CHE141
Chapter 9
Chapter 9
Molecular Geometry and Bonding Theories
1. For a molecule with the formula AB2 the molecular shape is __________.
(a). linear or trigonal planar
(b).linear or bent
(c). linear or T-shaped
(d). T-shaped
Explanation: When answering questions like these always try to imagine a molecule
that would fit the generic (AB2) formula.
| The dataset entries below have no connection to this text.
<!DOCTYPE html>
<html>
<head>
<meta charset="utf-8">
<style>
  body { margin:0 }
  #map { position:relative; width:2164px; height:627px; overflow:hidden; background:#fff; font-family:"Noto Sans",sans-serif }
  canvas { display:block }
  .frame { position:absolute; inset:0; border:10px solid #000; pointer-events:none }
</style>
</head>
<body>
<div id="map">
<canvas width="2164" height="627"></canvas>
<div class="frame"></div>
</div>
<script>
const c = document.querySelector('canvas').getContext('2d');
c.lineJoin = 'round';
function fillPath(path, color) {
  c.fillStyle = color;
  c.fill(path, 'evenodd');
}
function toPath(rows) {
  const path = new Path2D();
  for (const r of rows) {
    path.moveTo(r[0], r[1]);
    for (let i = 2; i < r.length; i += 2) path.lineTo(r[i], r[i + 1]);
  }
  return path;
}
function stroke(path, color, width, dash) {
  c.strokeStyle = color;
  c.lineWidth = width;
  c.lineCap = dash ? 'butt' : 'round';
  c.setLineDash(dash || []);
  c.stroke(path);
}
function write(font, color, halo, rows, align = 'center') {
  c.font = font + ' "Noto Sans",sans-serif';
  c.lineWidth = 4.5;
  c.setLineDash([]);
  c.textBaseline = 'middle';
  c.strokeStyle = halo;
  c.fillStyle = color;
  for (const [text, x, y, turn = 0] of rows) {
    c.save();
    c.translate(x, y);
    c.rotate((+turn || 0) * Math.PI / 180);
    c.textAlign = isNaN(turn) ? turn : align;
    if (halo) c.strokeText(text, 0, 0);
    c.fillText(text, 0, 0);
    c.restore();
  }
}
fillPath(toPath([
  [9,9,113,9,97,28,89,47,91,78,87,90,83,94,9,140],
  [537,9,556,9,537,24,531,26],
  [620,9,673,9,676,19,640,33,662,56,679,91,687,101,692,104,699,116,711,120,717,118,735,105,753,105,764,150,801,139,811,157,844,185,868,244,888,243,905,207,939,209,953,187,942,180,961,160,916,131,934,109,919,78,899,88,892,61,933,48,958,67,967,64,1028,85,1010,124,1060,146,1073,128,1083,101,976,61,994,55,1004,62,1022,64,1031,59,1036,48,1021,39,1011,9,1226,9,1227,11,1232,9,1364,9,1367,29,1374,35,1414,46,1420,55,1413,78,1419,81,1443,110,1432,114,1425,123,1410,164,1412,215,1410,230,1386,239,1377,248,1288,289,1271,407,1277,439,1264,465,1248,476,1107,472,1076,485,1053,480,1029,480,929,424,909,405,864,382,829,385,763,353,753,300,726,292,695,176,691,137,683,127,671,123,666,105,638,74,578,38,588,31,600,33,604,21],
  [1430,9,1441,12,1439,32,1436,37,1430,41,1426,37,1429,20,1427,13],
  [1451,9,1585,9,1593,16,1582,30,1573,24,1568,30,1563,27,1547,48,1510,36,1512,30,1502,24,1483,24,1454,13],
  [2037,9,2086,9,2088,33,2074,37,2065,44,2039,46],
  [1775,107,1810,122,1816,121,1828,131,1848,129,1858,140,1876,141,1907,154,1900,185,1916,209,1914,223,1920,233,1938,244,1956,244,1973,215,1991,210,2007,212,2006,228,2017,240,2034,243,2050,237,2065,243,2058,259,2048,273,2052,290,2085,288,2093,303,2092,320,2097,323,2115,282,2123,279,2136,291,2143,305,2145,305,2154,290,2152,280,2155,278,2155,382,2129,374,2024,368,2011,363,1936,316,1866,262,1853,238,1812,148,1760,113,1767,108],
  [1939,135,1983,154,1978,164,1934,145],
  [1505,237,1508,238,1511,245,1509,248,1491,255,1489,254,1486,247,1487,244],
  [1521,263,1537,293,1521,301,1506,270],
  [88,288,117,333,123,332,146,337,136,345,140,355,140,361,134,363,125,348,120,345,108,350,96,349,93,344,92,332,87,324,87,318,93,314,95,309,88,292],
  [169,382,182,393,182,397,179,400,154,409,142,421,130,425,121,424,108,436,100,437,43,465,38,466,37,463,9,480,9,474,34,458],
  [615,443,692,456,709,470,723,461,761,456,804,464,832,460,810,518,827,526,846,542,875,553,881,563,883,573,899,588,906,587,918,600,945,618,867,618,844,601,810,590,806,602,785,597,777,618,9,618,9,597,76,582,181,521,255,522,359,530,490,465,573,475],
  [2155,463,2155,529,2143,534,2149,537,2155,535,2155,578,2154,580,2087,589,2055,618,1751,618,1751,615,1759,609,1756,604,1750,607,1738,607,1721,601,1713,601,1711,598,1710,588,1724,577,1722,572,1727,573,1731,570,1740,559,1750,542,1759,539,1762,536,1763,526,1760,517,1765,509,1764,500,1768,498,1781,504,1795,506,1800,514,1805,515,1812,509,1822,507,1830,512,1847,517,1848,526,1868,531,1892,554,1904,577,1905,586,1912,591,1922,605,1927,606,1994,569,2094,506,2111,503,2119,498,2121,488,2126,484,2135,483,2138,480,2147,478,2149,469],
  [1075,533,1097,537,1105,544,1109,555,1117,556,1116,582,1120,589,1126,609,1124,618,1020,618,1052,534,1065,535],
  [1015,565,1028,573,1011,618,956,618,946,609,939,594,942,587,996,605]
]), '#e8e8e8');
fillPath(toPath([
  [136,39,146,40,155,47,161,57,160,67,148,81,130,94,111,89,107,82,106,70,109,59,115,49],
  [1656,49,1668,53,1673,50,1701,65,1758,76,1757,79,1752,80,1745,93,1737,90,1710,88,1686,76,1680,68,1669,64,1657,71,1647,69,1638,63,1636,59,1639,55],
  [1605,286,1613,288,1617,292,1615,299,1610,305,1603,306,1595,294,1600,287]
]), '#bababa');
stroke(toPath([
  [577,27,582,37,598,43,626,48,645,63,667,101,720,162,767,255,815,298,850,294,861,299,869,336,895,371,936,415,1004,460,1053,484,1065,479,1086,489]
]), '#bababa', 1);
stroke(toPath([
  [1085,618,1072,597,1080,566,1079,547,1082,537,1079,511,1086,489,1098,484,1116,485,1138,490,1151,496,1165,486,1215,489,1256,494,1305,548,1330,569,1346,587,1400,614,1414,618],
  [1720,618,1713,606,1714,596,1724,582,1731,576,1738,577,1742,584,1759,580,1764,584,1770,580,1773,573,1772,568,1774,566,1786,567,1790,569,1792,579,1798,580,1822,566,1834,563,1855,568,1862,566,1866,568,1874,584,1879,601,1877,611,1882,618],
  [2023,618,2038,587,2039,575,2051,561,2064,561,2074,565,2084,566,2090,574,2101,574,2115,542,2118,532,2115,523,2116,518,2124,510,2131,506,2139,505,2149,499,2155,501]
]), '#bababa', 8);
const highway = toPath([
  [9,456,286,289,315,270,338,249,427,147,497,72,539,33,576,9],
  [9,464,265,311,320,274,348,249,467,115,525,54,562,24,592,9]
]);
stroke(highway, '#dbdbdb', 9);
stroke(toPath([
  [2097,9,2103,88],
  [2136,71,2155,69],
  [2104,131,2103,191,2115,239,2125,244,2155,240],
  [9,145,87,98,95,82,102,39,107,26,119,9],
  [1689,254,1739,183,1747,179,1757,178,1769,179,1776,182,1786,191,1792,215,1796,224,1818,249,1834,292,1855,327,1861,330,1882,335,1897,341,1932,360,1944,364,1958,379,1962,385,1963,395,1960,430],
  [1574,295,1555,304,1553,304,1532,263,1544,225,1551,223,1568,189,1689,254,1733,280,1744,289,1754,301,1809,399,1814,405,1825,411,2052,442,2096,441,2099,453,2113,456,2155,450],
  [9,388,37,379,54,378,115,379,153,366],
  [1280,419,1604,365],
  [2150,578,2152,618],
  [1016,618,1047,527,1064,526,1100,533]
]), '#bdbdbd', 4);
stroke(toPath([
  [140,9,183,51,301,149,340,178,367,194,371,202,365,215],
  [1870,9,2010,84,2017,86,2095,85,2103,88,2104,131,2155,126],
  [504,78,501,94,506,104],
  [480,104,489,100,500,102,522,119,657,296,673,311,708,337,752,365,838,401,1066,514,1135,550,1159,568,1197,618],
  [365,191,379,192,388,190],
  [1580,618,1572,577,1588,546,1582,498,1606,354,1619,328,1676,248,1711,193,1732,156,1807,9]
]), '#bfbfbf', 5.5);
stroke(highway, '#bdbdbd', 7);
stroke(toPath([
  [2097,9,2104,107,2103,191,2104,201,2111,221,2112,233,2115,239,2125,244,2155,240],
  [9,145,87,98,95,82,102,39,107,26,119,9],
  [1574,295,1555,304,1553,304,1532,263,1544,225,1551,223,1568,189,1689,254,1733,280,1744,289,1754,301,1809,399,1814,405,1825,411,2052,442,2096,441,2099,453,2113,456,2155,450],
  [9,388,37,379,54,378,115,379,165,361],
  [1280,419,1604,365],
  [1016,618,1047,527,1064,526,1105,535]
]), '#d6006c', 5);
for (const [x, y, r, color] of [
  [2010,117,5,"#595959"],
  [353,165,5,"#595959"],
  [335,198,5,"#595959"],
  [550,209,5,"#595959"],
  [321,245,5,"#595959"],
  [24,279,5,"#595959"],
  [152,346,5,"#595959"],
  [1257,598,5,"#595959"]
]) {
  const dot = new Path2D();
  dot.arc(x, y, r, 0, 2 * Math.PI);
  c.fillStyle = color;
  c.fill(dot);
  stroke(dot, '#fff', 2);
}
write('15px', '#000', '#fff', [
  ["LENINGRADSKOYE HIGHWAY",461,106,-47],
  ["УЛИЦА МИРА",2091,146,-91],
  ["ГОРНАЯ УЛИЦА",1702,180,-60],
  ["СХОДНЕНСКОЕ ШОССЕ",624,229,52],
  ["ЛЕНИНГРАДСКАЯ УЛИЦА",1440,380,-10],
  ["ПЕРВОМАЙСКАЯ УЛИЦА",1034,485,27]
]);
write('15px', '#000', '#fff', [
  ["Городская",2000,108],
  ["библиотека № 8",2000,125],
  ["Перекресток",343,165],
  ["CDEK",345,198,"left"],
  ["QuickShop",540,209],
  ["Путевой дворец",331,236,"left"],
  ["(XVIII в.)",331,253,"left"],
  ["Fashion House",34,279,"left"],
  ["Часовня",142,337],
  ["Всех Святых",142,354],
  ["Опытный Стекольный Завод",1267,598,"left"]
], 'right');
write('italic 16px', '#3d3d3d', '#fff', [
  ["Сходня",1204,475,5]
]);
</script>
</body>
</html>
In this case you could use the examples of
CO2 or H2O. Thus in the case of CO2, the molecule would be linear since the central
atom would not have any lone pairs while with water the shape would be bent due to
the lone pairs on the central atom.
2. According to VSEPR theory, if there are five electron domains in the valence shell of
an atom, they will be arranged in a(n) __________ geometry.
(a). octahedral
(b).trigonal bipyramidal
(c). tetrahedral
(d). trigonal planar
Explanation: The trigonal bipyramidal arrangement of electron domains would be
the ideal one to minimize the repulsions involved.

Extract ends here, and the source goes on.